- About this task:
Go through the records line by line from the top and repeat each one exactly, ending with the line that contains "height:2.5px; margin:-1.25px; padding:0".

Exercise material Start Marker

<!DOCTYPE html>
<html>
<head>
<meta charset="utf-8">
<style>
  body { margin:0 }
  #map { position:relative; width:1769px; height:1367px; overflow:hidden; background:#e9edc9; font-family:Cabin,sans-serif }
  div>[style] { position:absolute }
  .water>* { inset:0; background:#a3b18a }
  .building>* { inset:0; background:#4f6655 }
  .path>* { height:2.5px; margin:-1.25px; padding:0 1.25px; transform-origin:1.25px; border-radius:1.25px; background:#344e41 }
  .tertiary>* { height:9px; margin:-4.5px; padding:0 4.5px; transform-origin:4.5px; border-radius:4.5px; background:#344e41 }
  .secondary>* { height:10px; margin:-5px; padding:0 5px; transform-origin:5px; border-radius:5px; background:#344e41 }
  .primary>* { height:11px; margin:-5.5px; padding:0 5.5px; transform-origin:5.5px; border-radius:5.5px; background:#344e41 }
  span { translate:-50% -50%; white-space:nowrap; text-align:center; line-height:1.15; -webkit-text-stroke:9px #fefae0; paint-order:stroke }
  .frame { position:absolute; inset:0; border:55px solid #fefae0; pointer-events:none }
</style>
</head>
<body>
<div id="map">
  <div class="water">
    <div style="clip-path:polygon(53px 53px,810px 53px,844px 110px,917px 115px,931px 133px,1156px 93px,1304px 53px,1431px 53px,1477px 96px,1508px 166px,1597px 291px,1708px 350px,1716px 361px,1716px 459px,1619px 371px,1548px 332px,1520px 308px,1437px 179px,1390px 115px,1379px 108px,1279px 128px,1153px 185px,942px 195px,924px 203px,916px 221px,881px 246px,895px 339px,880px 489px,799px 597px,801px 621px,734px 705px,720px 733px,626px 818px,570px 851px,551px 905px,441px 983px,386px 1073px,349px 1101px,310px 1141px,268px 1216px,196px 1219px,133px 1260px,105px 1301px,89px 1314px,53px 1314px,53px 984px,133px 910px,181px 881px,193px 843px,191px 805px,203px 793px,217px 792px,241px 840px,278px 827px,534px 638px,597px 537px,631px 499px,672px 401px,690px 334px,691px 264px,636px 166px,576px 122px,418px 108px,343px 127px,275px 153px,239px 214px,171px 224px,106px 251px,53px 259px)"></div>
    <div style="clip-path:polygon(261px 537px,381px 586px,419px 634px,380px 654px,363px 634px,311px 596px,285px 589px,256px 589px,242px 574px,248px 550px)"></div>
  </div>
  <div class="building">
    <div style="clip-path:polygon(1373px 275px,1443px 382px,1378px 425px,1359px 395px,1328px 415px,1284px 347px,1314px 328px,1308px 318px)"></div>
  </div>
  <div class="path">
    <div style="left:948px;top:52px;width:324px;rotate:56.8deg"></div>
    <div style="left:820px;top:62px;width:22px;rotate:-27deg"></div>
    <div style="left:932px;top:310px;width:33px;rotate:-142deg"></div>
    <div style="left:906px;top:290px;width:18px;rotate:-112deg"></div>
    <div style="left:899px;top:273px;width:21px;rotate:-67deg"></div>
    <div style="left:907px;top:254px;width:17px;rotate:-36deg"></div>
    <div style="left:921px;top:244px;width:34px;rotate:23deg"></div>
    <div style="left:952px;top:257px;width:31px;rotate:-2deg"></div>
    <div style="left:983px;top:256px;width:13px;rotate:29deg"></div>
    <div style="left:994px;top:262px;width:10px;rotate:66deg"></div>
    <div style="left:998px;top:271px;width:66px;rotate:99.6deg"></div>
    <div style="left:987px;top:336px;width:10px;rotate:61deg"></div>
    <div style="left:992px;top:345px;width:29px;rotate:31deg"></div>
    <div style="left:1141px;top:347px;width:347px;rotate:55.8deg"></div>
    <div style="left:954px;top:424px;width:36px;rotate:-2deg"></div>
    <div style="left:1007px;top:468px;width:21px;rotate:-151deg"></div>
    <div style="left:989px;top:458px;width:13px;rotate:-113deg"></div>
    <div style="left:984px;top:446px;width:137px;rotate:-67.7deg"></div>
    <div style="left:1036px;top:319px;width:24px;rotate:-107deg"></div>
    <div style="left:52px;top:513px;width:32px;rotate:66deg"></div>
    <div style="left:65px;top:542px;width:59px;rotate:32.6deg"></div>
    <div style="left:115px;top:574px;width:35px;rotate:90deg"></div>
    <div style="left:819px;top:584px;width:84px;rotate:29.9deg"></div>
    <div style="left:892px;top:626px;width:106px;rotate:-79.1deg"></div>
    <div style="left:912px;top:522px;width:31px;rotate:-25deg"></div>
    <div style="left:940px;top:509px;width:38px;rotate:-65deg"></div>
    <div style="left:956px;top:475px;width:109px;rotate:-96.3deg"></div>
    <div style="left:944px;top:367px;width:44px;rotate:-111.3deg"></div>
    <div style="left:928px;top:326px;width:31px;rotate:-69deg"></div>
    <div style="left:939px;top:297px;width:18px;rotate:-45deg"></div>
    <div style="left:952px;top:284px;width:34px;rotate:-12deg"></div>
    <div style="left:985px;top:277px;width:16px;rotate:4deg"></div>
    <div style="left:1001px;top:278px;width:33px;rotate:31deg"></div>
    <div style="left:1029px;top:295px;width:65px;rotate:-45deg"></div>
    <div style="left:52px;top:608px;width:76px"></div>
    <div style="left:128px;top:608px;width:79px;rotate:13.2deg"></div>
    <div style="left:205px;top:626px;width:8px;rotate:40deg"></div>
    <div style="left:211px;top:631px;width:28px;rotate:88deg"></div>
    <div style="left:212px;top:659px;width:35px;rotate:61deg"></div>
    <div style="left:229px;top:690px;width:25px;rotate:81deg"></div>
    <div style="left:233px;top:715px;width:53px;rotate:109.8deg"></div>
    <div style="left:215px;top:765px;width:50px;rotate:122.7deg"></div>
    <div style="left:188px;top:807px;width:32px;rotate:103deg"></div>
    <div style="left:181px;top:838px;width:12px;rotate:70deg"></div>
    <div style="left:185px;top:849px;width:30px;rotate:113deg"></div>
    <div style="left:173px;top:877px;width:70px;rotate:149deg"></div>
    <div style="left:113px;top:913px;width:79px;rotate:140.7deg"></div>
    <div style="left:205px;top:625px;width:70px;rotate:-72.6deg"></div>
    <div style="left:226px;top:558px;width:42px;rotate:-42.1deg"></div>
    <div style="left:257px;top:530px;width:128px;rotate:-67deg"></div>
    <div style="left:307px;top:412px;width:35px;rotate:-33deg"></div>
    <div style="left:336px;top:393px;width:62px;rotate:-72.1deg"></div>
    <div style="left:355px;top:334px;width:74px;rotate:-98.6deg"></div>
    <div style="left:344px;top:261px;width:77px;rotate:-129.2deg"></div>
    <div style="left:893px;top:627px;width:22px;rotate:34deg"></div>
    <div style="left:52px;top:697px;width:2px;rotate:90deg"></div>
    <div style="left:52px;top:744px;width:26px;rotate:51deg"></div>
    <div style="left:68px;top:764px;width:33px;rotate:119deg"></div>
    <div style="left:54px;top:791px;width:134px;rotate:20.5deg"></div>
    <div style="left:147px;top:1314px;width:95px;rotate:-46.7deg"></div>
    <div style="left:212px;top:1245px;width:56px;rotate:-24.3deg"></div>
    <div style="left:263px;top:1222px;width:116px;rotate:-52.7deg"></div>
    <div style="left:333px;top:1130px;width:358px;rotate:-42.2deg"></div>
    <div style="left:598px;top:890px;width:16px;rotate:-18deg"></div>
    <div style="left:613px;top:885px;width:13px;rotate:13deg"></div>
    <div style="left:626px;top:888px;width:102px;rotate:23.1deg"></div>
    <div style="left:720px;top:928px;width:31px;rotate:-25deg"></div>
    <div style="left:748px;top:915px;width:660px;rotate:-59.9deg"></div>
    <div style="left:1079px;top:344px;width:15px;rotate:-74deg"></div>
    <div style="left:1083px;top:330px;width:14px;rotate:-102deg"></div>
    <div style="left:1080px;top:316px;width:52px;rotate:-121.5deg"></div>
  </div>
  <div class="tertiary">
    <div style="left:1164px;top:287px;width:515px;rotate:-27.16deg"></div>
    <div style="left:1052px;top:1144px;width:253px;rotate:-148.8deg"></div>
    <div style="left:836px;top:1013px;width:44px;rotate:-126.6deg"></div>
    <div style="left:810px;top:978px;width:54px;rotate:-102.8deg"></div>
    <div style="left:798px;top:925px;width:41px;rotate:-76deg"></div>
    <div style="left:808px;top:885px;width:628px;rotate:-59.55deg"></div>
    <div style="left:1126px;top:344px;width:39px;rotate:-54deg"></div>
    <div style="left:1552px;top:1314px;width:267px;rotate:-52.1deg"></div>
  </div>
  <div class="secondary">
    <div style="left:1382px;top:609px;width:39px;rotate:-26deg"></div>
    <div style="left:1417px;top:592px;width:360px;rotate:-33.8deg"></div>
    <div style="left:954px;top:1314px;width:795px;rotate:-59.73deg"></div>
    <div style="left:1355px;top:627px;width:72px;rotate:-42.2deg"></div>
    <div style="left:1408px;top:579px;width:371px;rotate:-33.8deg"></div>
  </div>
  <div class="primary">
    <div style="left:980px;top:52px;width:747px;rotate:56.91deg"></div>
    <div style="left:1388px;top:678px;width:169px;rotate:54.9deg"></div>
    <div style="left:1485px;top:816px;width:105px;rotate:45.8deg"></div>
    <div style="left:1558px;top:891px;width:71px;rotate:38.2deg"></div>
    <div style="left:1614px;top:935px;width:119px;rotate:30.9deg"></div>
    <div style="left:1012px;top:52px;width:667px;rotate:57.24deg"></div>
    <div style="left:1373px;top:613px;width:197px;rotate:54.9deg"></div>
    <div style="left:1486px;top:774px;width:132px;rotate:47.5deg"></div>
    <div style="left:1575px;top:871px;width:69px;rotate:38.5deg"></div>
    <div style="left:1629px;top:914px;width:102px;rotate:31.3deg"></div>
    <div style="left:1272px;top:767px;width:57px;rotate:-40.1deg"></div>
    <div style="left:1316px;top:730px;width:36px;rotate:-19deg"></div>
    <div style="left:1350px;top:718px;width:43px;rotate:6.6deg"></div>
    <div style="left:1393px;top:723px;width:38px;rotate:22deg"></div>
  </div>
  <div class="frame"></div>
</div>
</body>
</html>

Exercise material End Marker

- Solution below:
<!DOCTYPE html>
<html>
<head>
<meta charset="utf-8">
<style>
  body { margin:0 }
  #map { position:relative; width:1769px; height:1367px; overflow:hidden; background:#e9edc9; font-family:Cabin,sans-serif }
  div>[style] { position:absolute }
  .water>* { inset:0; background:#a3b18a }
  .building>* { inset:0; background:#4f6655 }
  .path>* { height:2.5px; margin:-1.25px; padding:0 1.25px; transform-origin:1.25px; border-radius:1.25px; background:#344e41 }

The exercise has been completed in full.